Of course, I am sure there are cases where people are paid far more than they are worth for a job. But I realized this morning, really for the first time, how much I have shortchanged myself over the years by thinking things like:

  1. “Oh, I don’t think I could do that job,” or
  2. “They wouldn’t want someone with my background for that,” or
  3. “I know they wouldn’t be able to meet my salary for that position.”


I realized this morning that I have really been selling myself short in a lot of ways in my career, rather than “reaching for the brass ring,” and extending myself a bit farther to achieve more.

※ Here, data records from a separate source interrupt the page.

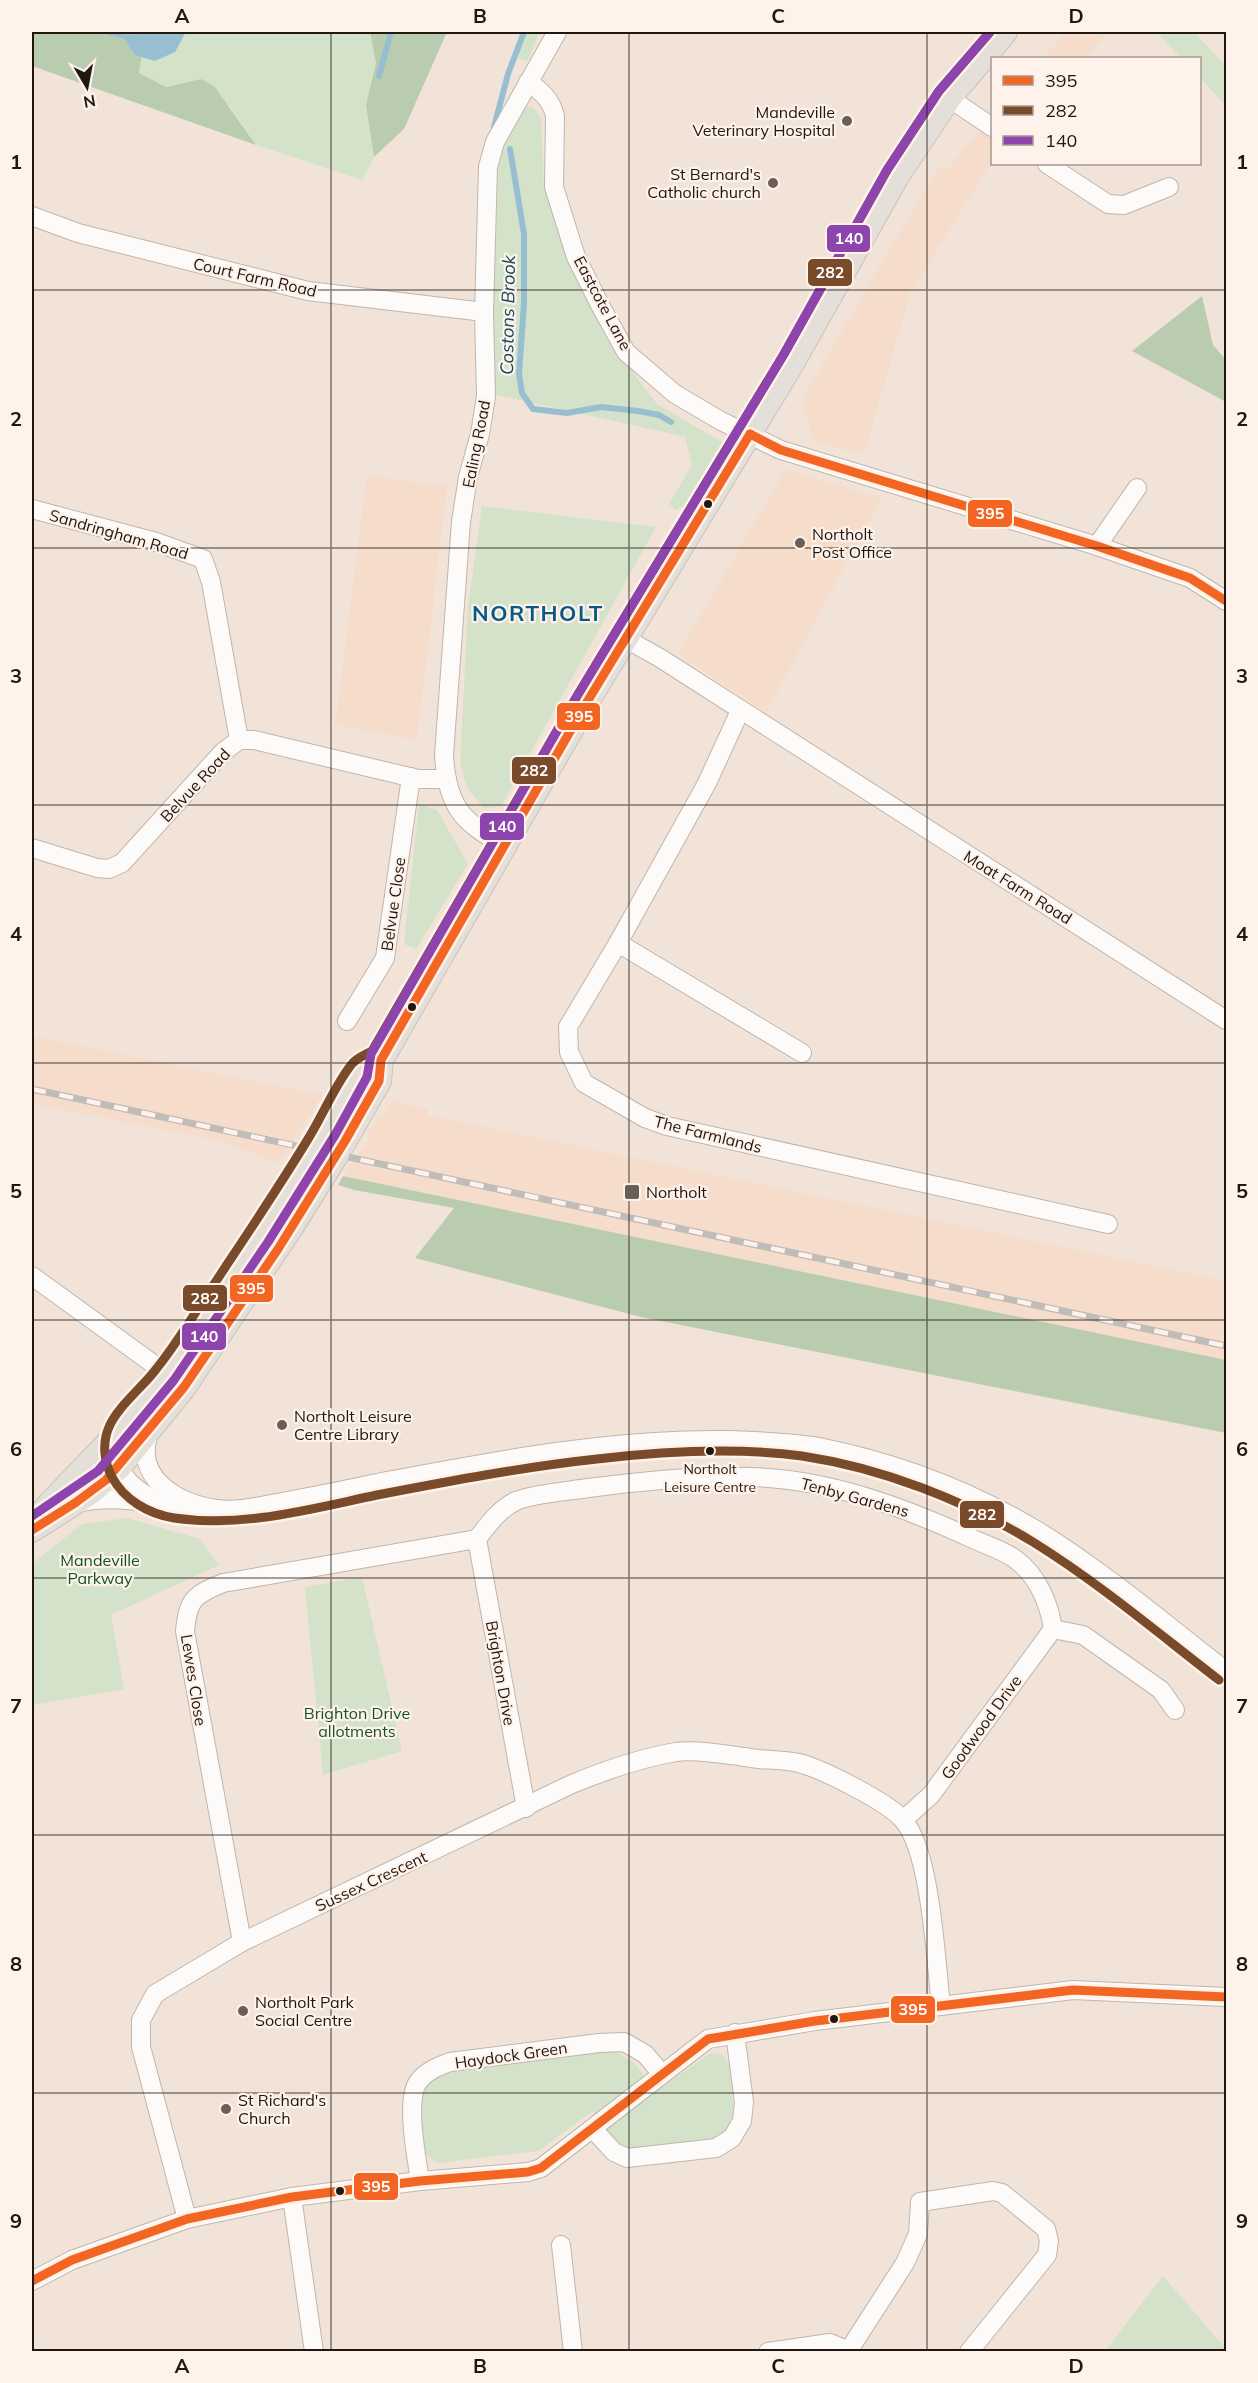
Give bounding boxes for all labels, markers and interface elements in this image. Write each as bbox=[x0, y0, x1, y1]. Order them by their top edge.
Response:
text: A bbox=[175, 3, 190, 28]
text: B bbox=[473, 3, 487, 28]
text: C bbox=[771, 3, 785, 28]
text: D bbox=[1068, 3, 1084, 28]
north arrow bbox=[57, 57, 117, 117]
legend bbox=[991, 57, 1201, 165]
text: 395 bbox=[1045, 69, 1078, 92]
text: N bbox=[82, 91, 97, 113]
text: 282 bbox=[1045, 99, 1077, 122]
place label: Mandeville Veterinary Hospital bbox=[693, 102, 835, 140]
marker: Mandeville Veterinary Hospital bbox=[840, 114, 854, 128]
text: 140 bbox=[1045, 129, 1077, 152]
text: 1 bbox=[10, 149, 22, 174]
text: 1 bbox=[1236, 149, 1248, 174]
place label: St Bernard's Catholic church bbox=[647, 164, 761, 202]
marker: St Bernard's Catholic church bbox=[766, 176, 780, 190]
line badge: 140 bbox=[826, 224, 871, 253]
text: 140 bbox=[835, 228, 863, 248]
street label: Eastcote Lane bbox=[570, 252, 636, 354]
street label: Court Farm Road bbox=[191, 253, 319, 301]
water label: Costons Brook bbox=[495, 254, 520, 375]
line badge: 282 bbox=[807, 258, 853, 287]
text: 282 bbox=[816, 262, 844, 282]
street label: Ealing Road bbox=[458, 398, 494, 490]
text: 2 bbox=[10, 406, 22, 431]
text: 2 bbox=[1236, 406, 1248, 431]
unlabelled marker bbox=[702, 498, 714, 510]
line badge: 395 bbox=[967, 499, 1013, 528]
text: 395 bbox=[976, 503, 1005, 523]
street label: Sandringham Road bbox=[47, 505, 191, 563]
place label: Northolt Post Office bbox=[812, 524, 892, 562]
marker: Northolt Post Office bbox=[793, 536, 807, 550]
district label: NORTHOLT bbox=[472, 599, 604, 627]
text: 3 bbox=[10, 663, 22, 688]
text: 3 bbox=[1236, 663, 1248, 688]
line badge: 395 bbox=[556, 702, 601, 731]
text: 395 bbox=[565, 706, 594, 726]
street label: Belvue Road bbox=[156, 744, 234, 826]
line badge: 282 bbox=[511, 756, 557, 785]
text: 282 bbox=[520, 760, 548, 780]
line badge: 140 bbox=[479, 812, 525, 841]
text: 140 bbox=[488, 816, 516, 836]
street label: Moat Farm Road bbox=[960, 846, 1076, 928]
street label: Belvue Close bbox=[377, 856, 409, 952]
text: 4 bbox=[10, 921, 22, 946]
text: 4 bbox=[1236, 921, 1248, 946]
unlabelled marker bbox=[406, 1001, 418, 1013]
street label: The Farmlands bbox=[652, 1111, 764, 1157]
text: 5 bbox=[10, 1178, 22, 1203]
text: 5 bbox=[1236, 1178, 1248, 1203]
place label: Northolt bbox=[646, 1182, 707, 1202]
marker: Northolt bbox=[623, 1183, 641, 1201]
line badge: 395 bbox=[229, 1274, 274, 1303]
text: 395 bbox=[237, 1278, 266, 1298]
line badge: 282 bbox=[182, 1284, 228, 1312]
text: 282 bbox=[191, 1288, 219, 1308]
line badge: 140 bbox=[181, 1322, 227, 1351]
text: 140 bbox=[190, 1326, 218, 1346]
place label: Northolt Leisure Centre Library bbox=[294, 1406, 412, 1444]
marker: Northolt Leisure Centre Library bbox=[275, 1418, 289, 1432]
text: 6 bbox=[10, 1436, 22, 1461]
text: 6 bbox=[1236, 1436, 1248, 1461]
marker: Northolt Leisure Centre bbox=[704, 1445, 716, 1457]
place label: Northolt Leisure Centre bbox=[664, 1460, 756, 1496]
street label: Tenby Gardens bbox=[799, 1473, 911, 1521]
line badge: 282 bbox=[959, 1500, 1005, 1529]
text: 282 bbox=[968, 1504, 996, 1524]
park label: Mandeville Parkway bbox=[60, 1550, 140, 1588]
street label: Brighton Drive bbox=[482, 1619, 520, 1727]
street label: Lewes Close bbox=[177, 1633, 211, 1727]
street label: Goodwood Drive bbox=[936, 1671, 1026, 1783]
text: 7 bbox=[10, 1693, 22, 1718]
text: 7 bbox=[1236, 1693, 1248, 1718]
park label: Brighton Drive allotments bbox=[304, 1703, 410, 1741]
street label: Sussex Crescent bbox=[312, 1846, 430, 1916]
text: 8 bbox=[10, 1951, 22, 1976]
text: 8 bbox=[1236, 1951, 1248, 1976]
place label: Northolt Park Social Centre bbox=[255, 1992, 354, 2030]
line badge: 395 bbox=[890, 1995, 936, 2024]
text: 395 bbox=[899, 1999, 928, 2019]
marker: Northolt Park Social Centre bbox=[236, 2004, 250, 2018]
unlabelled marker bbox=[828, 2013, 840, 2025]
street label: Haydock Green bbox=[453, 2037, 569, 2073]
place label: St Richard's Church bbox=[238, 2090, 326, 2128]
marker: St Richard's Church bbox=[219, 2102, 233, 2116]
line badge: 395 bbox=[353, 2172, 399, 2201]
text: 395 bbox=[362, 2176, 391, 2196]
unlabelled marker bbox=[334, 2185, 346, 2197]
text: 9 bbox=[10, 2208, 22, 2233]
text: 9 bbox=[1236, 2208, 1248, 2233]
text: A bbox=[175, 2353, 190, 2378]
text: B bbox=[473, 2353, 487, 2378]
text: C bbox=[771, 2353, 785, 2378]
text: D bbox=[1068, 2353, 1084, 2378]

Now I know that the first step in looking for a better position is valuing yourself and what you can really do for an employer, regardless of your job history and industry background. Today I stopped shortchanging myself. The answer to my own doubts is that undervaluing myself is a mistake. I hope I never make it again.

Nick’s Reply

The Question in this column doesn’t always have to be a question! Your story is one of the most eloquent, wonderful expressions of newfound career wisdom I’ve ever read. And we could end this column right there. It’s enough to prompt discussion all by itself.

Becoming suddenly aware of how you’ve been shortchanging yourself and your potential is the kind of “Aha!” experience that will make others start thinking, too. That makes this epiphany as important as the questions I answer in this column. Thanks for sharing it.

Shortchanging yourself

I’ve experienced the kind of misgivings you have, and I’m sure many others have, too. We all doubt our worth sometimes. The three examples of shortchanging yourself that you shared are the kinds of doubts that stop us dead in our tracks. Rather than ask ourselves, “Why YES?”, we say “NO, but I don’t know why!” — perhaps because it’s easier!

For some people, self-doubt can be a serious problem called impostor syndrome. Most of the time it’s a passing worry that we overcome by recognizing and enjoying our achievements. Sometimes it’s debilitating and leads to needless failure.

While criticism and disparaging remarks from others can spark a crisis of self-confidence, we tend to doubt compliments and praise. Sometimes praise is casual and perfunctory; sometimes it’s genuine and well-deserved, like the exceptional job offer you received.

The best praise is our own honest judgment of ourselves that’s based on solid facts and success. I think your job-offer success is quite solid!

Shortchanging your potential

Every time someone asks me, How much money should I ask for? or, What am I worth?, I want to say to them, You’re shortchanging your potential! Don’t get stuck on what you’ve done. Plan what you can do by realizing your potential. That’s your worth.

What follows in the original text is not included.